Nació el año de Cayo Largo, de Carta de una desconocida, de El tesoro de Sierra Madre. Nació el año en que Orson Welles rodó El cuarto mandamiento. Nació, sobre todo, el año de Ladrón de bicicletas. Carlos Miralles (Pego, 1948) respira cine. Fue productor en el París que miraba de lejos nuestra Transición. Y en 1979, con una jovencísima Dolores a su lado, con la que continúa casado, abrió el autocine Drive-In de Dénia. El primero de España, dice. El primero que proyectará una película en la España de la nueva modernidad, decimos los demás. “La idea era abrir un cine de verano con una temporada un poco más larga”, recuerda. “Pero decidí quedarme porque no podía cerrar. Siempre estaba lleno, al llegar el invierno la gente seguía haciendo cola”. Y no cerró, hasta que el estado de alarma le obligó, hace dos meses.
Mañana abre de nuevo. Miralles, que respira cine, insuflará aliento otra vez al cine en España. Doble sesión. Los Minions y Parque Jurásico, por elección de su público. Cinco euros, coches gratis. Las salas convencionales seguirán apagadas, sin luces, sin cabina, sin palomitas. Sin estrenos, al menos hasta junio.

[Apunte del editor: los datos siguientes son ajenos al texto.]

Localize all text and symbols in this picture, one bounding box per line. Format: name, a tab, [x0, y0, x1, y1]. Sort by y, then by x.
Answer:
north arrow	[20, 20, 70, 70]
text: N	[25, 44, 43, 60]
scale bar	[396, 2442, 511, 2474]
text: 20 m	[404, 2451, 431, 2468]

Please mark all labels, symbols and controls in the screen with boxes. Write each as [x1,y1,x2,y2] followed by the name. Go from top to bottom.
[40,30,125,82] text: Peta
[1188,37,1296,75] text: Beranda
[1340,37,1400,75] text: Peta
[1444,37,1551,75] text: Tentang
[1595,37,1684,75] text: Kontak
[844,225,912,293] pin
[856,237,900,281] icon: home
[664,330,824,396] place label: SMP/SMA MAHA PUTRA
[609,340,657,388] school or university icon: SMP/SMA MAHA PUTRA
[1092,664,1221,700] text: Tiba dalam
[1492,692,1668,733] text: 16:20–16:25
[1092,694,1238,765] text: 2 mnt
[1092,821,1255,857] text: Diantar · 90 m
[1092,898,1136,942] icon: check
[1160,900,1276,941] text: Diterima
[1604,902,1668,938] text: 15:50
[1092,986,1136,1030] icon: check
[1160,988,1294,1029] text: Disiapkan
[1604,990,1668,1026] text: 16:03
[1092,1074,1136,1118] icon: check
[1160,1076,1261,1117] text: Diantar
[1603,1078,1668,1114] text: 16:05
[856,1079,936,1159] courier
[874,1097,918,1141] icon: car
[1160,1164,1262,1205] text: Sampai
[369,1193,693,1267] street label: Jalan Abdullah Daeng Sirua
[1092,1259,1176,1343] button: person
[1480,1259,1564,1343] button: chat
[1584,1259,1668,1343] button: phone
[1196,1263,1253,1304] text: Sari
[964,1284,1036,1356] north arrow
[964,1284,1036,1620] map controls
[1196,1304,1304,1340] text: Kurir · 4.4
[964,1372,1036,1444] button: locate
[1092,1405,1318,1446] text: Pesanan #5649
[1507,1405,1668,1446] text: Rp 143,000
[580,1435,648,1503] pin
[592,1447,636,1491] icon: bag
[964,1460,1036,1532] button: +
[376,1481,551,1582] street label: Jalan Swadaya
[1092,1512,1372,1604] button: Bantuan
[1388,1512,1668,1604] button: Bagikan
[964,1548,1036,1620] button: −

Pero en Dénia rugirá mañana el T-Rex de Spielberg. “Hay dos cosas que queremos conseguir”. Habla en plural porque la empresa es familiar, la lleva él, la lleva Dolores, la lleva Carlos hijo, la lleva su otro hijo, Sergi Miralles, cineasta con el que ve, escribe, produce cine. Respira cine. “Tenemos dos objetivos”. Uno de ellos es que la gente no salga “a pasear” después del confinamiento. “No quiero pasear, quiero ir a algún sitio”, sostiene, “quiero decidir dónde voy y qué voy a hacer”. Como ver una película desde el coche, en familia. El otro objetivo, “que esa gente que dice que le encanta el cine, pero que no lo ha pisado en años, vuelva a plantarse frente a la pantalla”. Masaje cardiaco, boca a boca, para cargar los pulmones de la vida. Que es el cine.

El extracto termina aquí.